I'm happy for you, your spouse and the rest of your family. May it continue to go well for all of you. Of course my wife and I don't fight now like in years gone by. In the early years of our marriage, we'd give each other the silent treatment, usually 2-3 days. The record is 7 days; that was a tough one. After days of silence, one or both of us would just give up and force a fight, or at least a very intense discussion. The good news is that we always got stuff worked out, but even now there are still a few areas of disagreement. We may never agree in those areas, but we are much more understanding and accepting of each other's position and values. What fun!


----------



## married54yrs (Aug 27, 2021)

Personal said:


> I concur on no hitting below the belt, since it's better to grab ones opponent by the ears and headbutt them.


Funny. That might work too, but hopefully in a loving way.


----------



## married54yrs (Aug 27, 2021)

aine said:


> Nowadays, I couldn't be bothered. I used to fight, raise my voice etc. but when you get shut down over and over and are not heard, what is the point? Now I don't give a toss unless he is overstepping boundaries so I tell him so. He can do him and I do me. I sleep in my own room now, work in my office, see my own friends. Occasionally we may watch a movie, go for dinner, talk about politics or the kids, that is it. If there is disagreement, I walk off. I really couldn't give a toss. I think if a couple quarrel, it means there is still juice in the relationship and one party is trying to get a need met or to be heard. Once the fighting stops the relationship is dead or slowly dying.


Well, you've stayed together and still have some shared times of peace and enjoyment. Our best to you; perhaps you will be able to have more shared time together.


----------



## Prodigal (Feb 5, 2011)

FYI: My husband is dead.


----------



## married54yrs (Aug 27, 2021)

In Absentia said:


> Marry my wife. She doesn't do fights.


Should she "do fights?"


----------



## married54yrs (Aug 27, 2021)

Prodigal said:


> FYI: My husband is dead.


Ok.
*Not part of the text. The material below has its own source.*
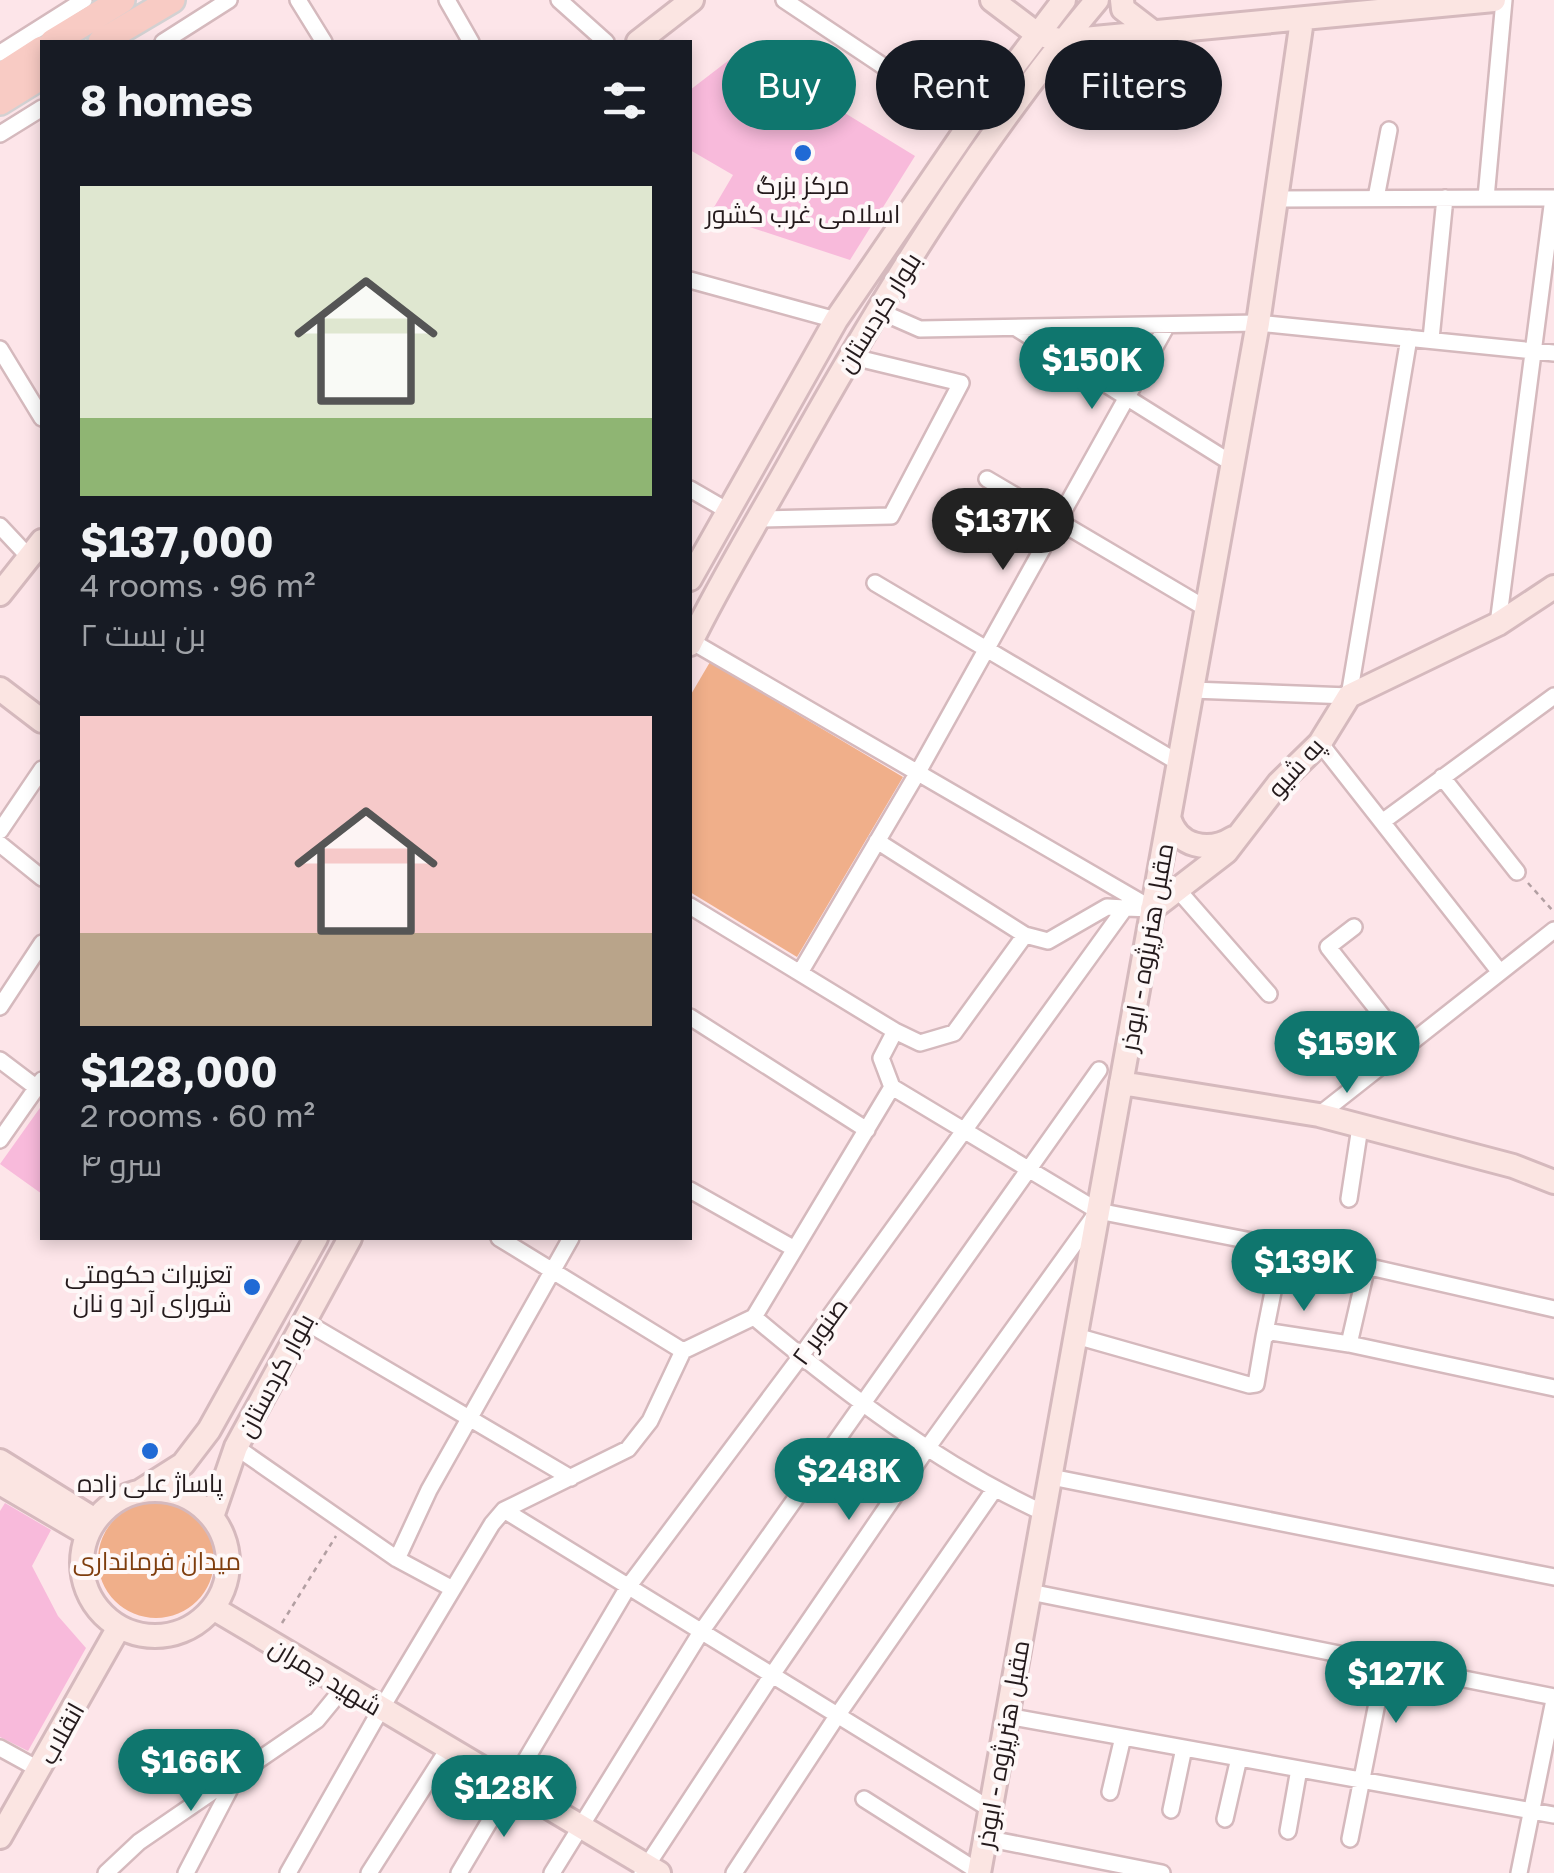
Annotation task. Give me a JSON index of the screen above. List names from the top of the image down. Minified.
{"streets":{"street":["بلوار کردستان","په شیو","مقبل هنرپژوه - ابوذر","صنوبر ۲","شهید چمران","انقلاب"]},"crossings":[["بلوار کردستان","شهید چمران"],["بلوار کردستان","انقلاب"],["په شیو","مقبل هنرپژوه - ابوذر"],["صنوبر ۲","شهید چمران"],["شهید چمران","انقلاب"]],"parks":["میدان فرمانداری"],"places":["مرکز بزرگ اسلامی غرب کشور","تعزیرات حکومتی شورای آرد و نان","پاساژ علی زاده"],"page":{"chip":["Buy","Rent","Filters"],"heading":"8 homes","list":[{"name":"$137,000","note":"4 rooms · 96 m² · بن بست ۲"},{"name":"$128,000","note":"2 rooms · 60 m² · سرو ۴"}],"price":["$150K","$137K","$159K","$139K","$248K","$127K","$166K","$128K"]}}
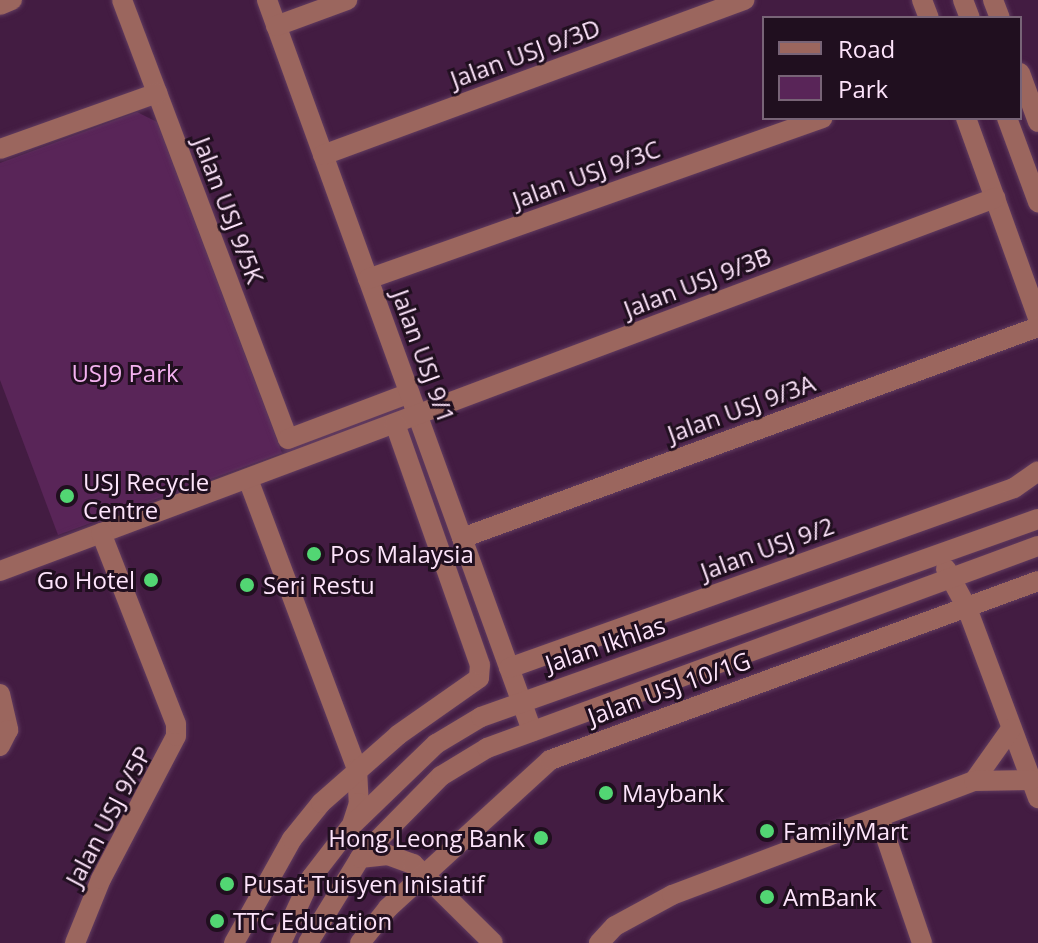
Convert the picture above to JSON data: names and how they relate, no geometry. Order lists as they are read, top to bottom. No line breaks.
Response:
{"streets":{"street":["Jalan USJ 9/3D","Jalan USJ 9/3C","Jalan USJ 9/5K","Jalan USJ 9/3B","Jalan USJ 9/1","Jalan USJ 9/3A","Jalan USJ 9/2","Jalan Ikhlas","Jalan USJ 10/1G","Jalan USJ 9/5P"]},"crossings":[["Jalan USJ 9/3D","Jalan USJ 9/1"],["Jalan USJ 9/3C","Jalan USJ 9/1"],["Jalan USJ 9/5K","Jalan USJ 9/1"],["Jalan USJ 9/3B","Jalan USJ 9/1"],["Jalan USJ 9/3B","Jalan USJ 9/5P"],["Jalan USJ 9/1","Jalan USJ 9/3A"],["Jalan USJ 9/1","Jalan USJ 9/2"],["Jalan USJ 9/1","Jalan Ikhlas"]],"parks":["USJ9 Park"],"places":["USJ Recycle Centre","Pos Malaysia","Go Hotel","Seri Restu","Maybank","FamilyMart","Hong Leong Bank","Pusat Tuisyen Inisiatif","AmBank","TTC Education"],"legend":["Road","Park"]}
I apologize if I have made you feel uncomfortable.


----------



## In Absentia (Aug 21, 2012)

married54yrs said:


> Should she "do fights?"


no, but a conversation would be good from time to time... 😀


----------



## LisaDiane (Jul 22, 2019)

married54yrs said:


> I'm happy for you, your spouse and the rest of your family. May it continue to go well for all of you. Of course my wife and I don't fight now like in years gone by. In the early years of our marriage, we'd give each other the silent treatment, usually 2-3 days. The record is 7 days; that was a tough one. After days of silence, one or both of us would just give up and force a fight, or at least a very intense discussion. The good news is that we always got stuff worked out, but even now there are still a few areas of disagreement. We may never agree in those areas, but we are much more understanding and accepting of each other's position and values. What fun!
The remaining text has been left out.